At the age of 22, Goulart immigrated to Amsterdam, where he developed most of his work, navigating across media such as photography, video, performance, urban intervention, and artist books. Among the themes that shaped his work—closely tied to reflections on authorship, image appropriation, and distribution across different media—are identity, gender, memory, politics, history, and the power of images, particularly their manipulation and the mythical constructs of cinema.

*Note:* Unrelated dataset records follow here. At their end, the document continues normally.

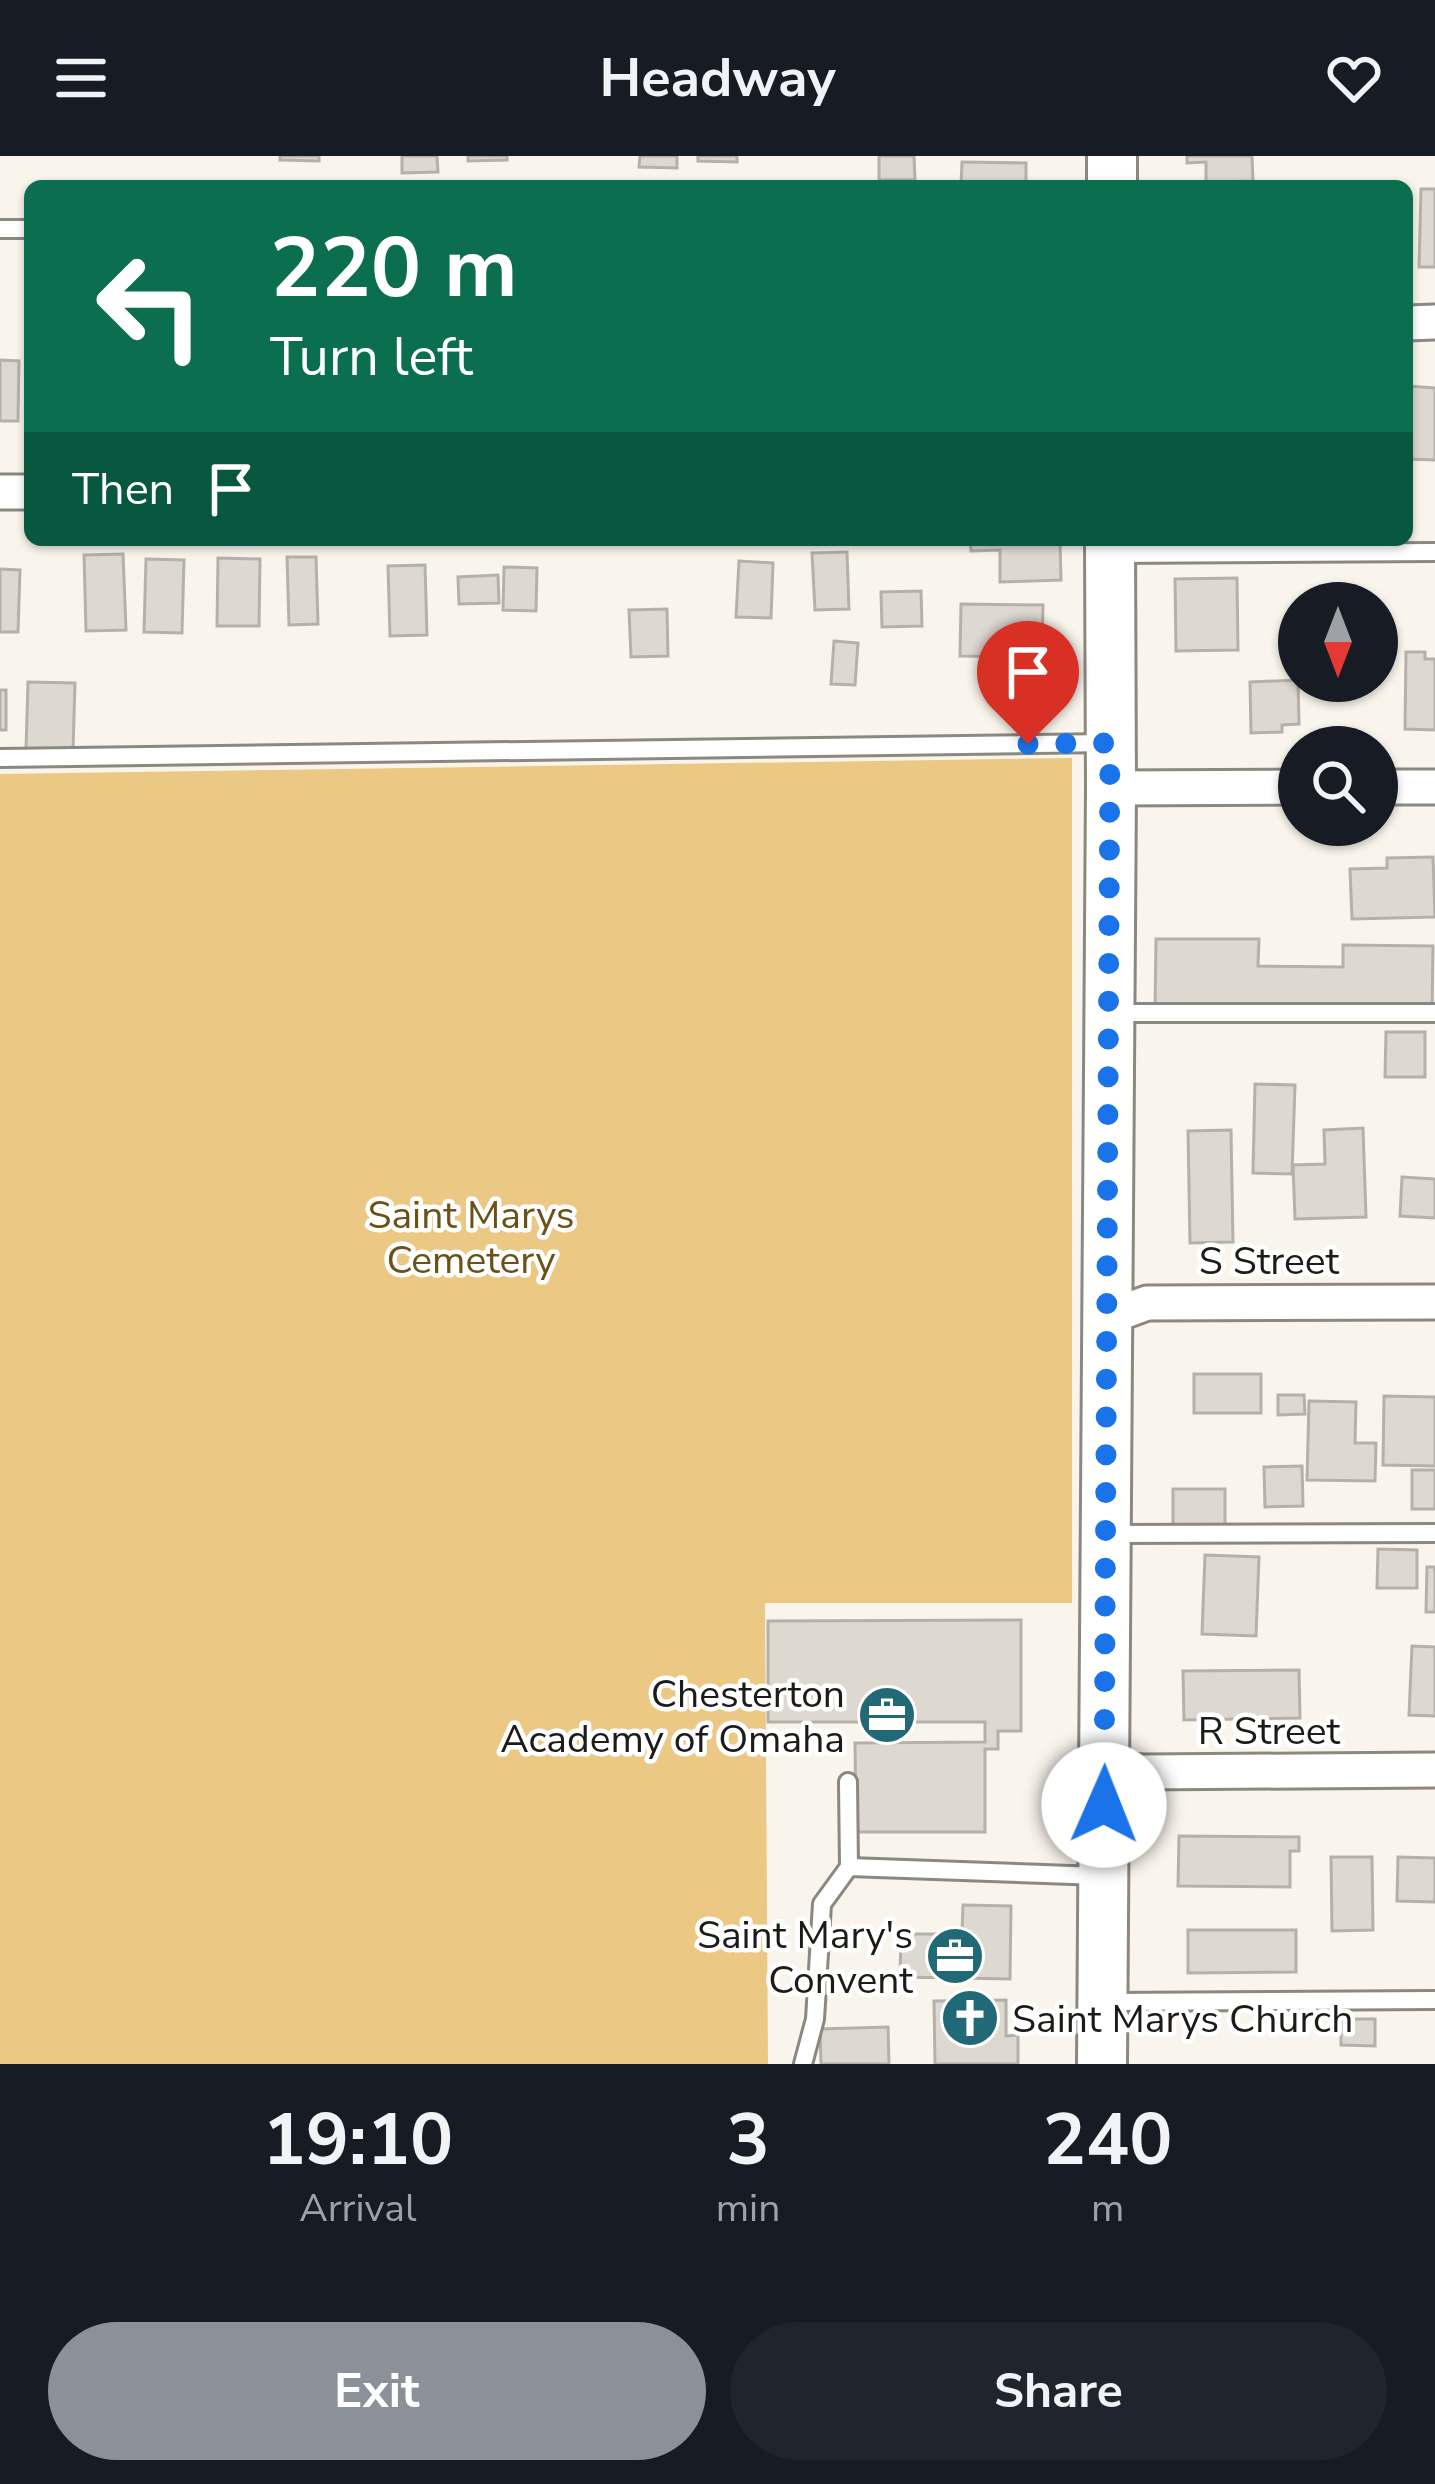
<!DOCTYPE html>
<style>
:root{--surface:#171b24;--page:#20242c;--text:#f1f3f6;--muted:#9ea1a6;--accent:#8c9099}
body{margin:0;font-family:"Nunito Sans",sans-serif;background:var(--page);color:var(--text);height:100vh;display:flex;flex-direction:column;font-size:45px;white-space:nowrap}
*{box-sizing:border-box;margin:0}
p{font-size:39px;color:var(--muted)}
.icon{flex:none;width:66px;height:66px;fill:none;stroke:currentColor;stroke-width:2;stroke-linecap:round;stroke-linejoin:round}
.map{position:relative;height:1908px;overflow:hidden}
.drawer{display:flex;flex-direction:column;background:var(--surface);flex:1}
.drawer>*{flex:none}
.guide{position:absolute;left:24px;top:24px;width:1389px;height:366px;border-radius:18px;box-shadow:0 3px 9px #0004;background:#0b6e4f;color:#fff;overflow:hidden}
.needle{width:78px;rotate:180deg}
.tools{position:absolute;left:1278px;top:426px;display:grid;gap:24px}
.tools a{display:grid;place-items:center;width:120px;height:120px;border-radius:50%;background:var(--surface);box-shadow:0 3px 9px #0004;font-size:60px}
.pin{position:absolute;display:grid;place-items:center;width:102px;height:102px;color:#fff;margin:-123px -51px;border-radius:50% 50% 50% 0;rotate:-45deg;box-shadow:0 0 12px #0007}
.pin .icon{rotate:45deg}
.me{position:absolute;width:132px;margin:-66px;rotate:1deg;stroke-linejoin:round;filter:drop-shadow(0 0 9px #0008)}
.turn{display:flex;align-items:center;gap:42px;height:252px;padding:0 48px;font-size:54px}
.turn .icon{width:156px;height:156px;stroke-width:2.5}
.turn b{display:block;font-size:84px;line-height:102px}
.then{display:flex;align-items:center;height:114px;padding:0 48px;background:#0003;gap:24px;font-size:45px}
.eta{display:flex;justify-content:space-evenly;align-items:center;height:204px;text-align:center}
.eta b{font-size:72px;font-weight:700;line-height:84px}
.primary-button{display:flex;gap:24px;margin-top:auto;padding:24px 48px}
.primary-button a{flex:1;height:138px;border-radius:72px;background:var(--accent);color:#fff;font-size:48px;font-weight:700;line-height:138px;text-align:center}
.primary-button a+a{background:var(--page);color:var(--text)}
header{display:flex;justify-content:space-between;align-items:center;height:156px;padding:0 48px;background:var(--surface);font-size:54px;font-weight:700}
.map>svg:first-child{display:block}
.green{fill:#ebc884}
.building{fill:#ddd9d1;stroke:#b5b1aa;stroke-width:3}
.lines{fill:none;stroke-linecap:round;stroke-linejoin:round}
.service-casing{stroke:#8b8880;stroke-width:22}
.minor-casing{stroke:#8b8880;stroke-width:39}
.secondary-casing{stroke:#8b8880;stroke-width:54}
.service{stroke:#fff;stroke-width:16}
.minor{stroke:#fff;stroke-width:33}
.secondary{stroke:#fff;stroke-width:48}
.route{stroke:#1a73e8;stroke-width:21;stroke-dasharray:0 37.8}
.labels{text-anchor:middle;stroke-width:9;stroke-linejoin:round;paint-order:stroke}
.park-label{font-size:39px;fill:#6b5116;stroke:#fff}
.street-label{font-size:39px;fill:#1d1b18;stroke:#fff}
.poi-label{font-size:39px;fill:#1d1b18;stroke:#fff;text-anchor:end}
</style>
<header><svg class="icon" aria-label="menu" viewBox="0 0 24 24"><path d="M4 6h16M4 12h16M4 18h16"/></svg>Headway<svg class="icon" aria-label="heart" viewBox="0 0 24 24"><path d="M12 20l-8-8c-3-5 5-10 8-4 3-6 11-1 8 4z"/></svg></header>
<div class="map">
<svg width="1435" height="1908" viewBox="0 0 1435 1908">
<rect width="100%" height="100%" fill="#f9f5ec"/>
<polygon class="green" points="1072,602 1072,1447 765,1447 768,1908 0,1908 0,618"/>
<g class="building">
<polygon points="280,0 319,0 319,5 280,4"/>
<polygon points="402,0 437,0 438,16 402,17"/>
<polygon points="468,0 507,0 507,4 468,5"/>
<polygon points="640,0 677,0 677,12 639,11"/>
<polygon points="698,0 737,0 737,6 698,5"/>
<polygon points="879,0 914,0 915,24 879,24"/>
<polygon points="1187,0 1252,0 1253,25 1206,26 1206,6 1187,7"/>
<polygon points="962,6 1026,7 1026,30 961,30"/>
<polygon points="1421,33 1435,33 1435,111 1419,111"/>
<polygon points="0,204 19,205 18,265 0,265"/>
<polygon points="1407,230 1435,232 1435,304 1407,303"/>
<polygon points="970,384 1060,384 1061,424 1000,426 1000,394 971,395"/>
<polygon points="847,396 849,453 815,454 812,397"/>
<polygon points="123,398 126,474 86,475 84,399"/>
<polygon points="287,401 316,401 318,468 289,469"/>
<polygon points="218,402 260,403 259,470 217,470"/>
<polygon points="146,403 184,404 182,477 144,476"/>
<polygon points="739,405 773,407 771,462 736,461"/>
<polygon points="425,409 427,479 390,480 388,410"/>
<polygon points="504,411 537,412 536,455 503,454"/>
<polygon points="0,413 20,414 18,476 0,476"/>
<polygon points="498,419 499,447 459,448 458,421"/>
<polygon points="1237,422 1238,494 1176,495 1175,423"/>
<polygon points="921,435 922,470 882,471 881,436"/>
<polygon points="961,448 1043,449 1042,501 960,500"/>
<polygon points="667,453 668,500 631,501 629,454"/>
<polygon points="834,485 858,487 855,529 831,528"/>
<polygon points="1406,496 1425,496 1425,503 1435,503 1435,574 1405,573"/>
<polygon points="1298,524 1299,568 1282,569 1282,576 1251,577 1250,526"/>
<polygon points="28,526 75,527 73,594 26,593"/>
<rect x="0" y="534" width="6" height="40"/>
<polygon points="1433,701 1435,761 1352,763 1350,713 1387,712 1387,702"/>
<polygon points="1156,783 1259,783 1258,810 1343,811 1343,789 1433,790 1432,857 1155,855"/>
<polygon points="1386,876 1425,876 1425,921 1385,921"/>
<polygon points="1255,928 1295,929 1292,1018 1253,1017"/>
<polygon points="1363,972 1366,1061 1295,1063 1293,1009 1325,1008 1324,974"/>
<polygon points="1231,974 1233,1086 1190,1087 1188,975"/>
<polygon points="1402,1021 1435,1023 1435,1062 1400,1060"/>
<rect x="1194" y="1218" width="67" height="39"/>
<polygon points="1278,1239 1304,1239 1305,1258 1278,1259"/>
<polygon points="1384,1240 1435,1241 1435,1310 1383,1309"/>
<polygon points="1309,1245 1356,1246 1355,1287 1376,1287 1375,1325 1307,1324"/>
<polygon points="1302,1310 1303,1350 1265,1351 1264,1311"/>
<rect x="1412" y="1314" width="23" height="39"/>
<polygon points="1173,1333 1225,1333 1225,1375 1173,1374"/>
<polygon points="1378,1393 1417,1394 1417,1432 1377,1432"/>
<polygon points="1205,1399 1259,1401 1256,1480 1202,1478"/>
<polygon points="1427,1411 1435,1411 1435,1456 1426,1456"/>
<polygon points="1021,1464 1021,1575 998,1575 998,1593 985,1593 985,1676 856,1676 855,1587 985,1586 985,1566 768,1566 768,1465"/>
<polygon points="1412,1490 1435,1491 1435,1560 1409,1559"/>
<polygon points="1299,1514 1300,1562 1184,1564 1183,1515"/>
<polygon points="1179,1680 1299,1681 1299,1695 1290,1695 1290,1731 1178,1730"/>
<polygon points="1331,1701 1372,1701 1373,1774 1332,1775"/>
<polygon points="1398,1701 1435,1702 1435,1746 1397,1745"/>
<polygon points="963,1749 1011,1750 1010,1823 900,1821 901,1778 962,1778"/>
<polygon points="1188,1774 1296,1774 1296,1816 1188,1817"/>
<polygon points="1006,1844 1006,1880 1018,1879 1018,1908 935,1908 934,1845"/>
<polygon points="1341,1863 1375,1863 1375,1890 1341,1889"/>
<polygon points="888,1871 889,1908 821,1908 820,1873"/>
</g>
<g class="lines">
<defs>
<g id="service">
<polyline points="0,73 30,73"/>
<polyline points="1112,398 1435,396"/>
<polyline points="0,602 1109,587"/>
<polyline points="1112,857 1435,857"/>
<polyline points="1112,1378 1435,1377"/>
<polyline points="849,1711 1100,1720"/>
<polyline points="1106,1846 1435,1844"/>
<polyline points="803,1908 815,1863 822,1748 849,1711 848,1626"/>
</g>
<g id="minor">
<polyline points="1407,167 1435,166"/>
<polyline points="0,336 30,336"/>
<polyline points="1377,631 1435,631"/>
<polyline points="1111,632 1299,631"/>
<polyline points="1106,1162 1147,1147 1435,1146"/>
<polyline points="1105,1613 1143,1616 1435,1614"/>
</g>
<g id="secondary">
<polyline points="1112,0 1112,30"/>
<polyline points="1102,1908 1111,632 1110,384"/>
</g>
</defs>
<use href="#service" class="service-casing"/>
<use href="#minor" class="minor-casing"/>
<use href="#secondary" class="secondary-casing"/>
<use href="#service" class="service"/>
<use href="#minor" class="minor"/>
<use href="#secondary" class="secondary"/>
</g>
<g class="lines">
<polyline class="route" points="1028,588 1110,587 1104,1649"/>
</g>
<defs>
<symbol id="office-disc" viewBox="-11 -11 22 22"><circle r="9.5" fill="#226977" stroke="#fff"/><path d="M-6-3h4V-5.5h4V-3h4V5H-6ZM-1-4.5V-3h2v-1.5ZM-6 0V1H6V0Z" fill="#fff"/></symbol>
<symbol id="church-disc" viewBox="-11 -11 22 22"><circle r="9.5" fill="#226977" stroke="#fff"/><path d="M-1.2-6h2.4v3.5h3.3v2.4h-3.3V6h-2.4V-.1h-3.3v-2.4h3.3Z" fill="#fff"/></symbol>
</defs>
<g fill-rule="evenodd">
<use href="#office-disc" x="854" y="1526" width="66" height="66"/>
<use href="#office-disc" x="922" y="1767" width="66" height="66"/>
<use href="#church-disc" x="937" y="1829" width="66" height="66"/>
</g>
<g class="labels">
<g class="park-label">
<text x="471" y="1072">Saint Marys<tspan x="471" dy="45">Cemetery</tspan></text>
</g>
<g class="street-label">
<text x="1269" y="1118">S Street</text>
<text x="1269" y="1588">R Street</text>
</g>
<g class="poi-label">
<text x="845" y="1551">Chesterton<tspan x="845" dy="45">Academy of Omaha</tspan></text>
<text x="913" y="1792">Saint Mary's<tspan x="913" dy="45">Convent</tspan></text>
<text x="1012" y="1876" text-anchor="start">Saint Marys Church</text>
</g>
</g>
</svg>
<div class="tools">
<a><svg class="needle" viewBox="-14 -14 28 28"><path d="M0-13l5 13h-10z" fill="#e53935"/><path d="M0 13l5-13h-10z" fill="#9ea1a6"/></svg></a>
<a><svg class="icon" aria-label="search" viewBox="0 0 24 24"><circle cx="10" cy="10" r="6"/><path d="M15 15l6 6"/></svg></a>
</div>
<div class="pin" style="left:1028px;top:588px;background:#d93025"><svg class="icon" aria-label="arrive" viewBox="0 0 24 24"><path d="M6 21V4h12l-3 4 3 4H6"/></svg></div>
<svg class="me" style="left:1104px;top:1649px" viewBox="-20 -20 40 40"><circle r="19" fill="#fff"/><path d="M0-13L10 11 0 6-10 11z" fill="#1a73e8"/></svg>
<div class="guide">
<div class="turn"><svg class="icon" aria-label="left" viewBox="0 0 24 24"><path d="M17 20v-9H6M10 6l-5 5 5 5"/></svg><div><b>220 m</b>Turn left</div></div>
<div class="then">Then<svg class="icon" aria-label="arrive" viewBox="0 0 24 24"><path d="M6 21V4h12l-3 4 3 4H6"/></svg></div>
</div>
</div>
<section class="drawer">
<div class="eta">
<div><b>19:10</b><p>Arrival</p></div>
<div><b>3</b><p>min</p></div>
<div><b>240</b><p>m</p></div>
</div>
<div class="primary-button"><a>Exit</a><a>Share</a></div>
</section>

An immersive poetics envelops the viewer in Night and Day (I Think of You), a video installation materialized through the combination of different media. In this work, the artist evokes the vastness of outer space, made tangible through the shimmering of stars. Contained within a compact exhibition space, the piece seems to stretch toward the infinity of the galaxy. Silence and sound, intimacy and immensity, subtlety and forcefulness intertwine in a sensorial lyricism that unfolds in multiple rhythms and countless reverberations.
Diego Groisman
Claudio Goulart (Brazil, 1954-2005) was an artist whose multidisciplinary practice encompasses installations, performances, photography, photocopying, and videos, among other media. Identity and memory are recurring themes in his work, especially identity, understood through a combination of history and contemporary images. He had solo exhibitions and participated in group shows in Brazil at institutions such as the Museo Nacional Centro de Arte Reina Sofia, the Havana Biennial, and Gallery Spoon in Tokyo. He lived mainly between Porto Alegre, Brazil, and Amsterdam, the Netherlands.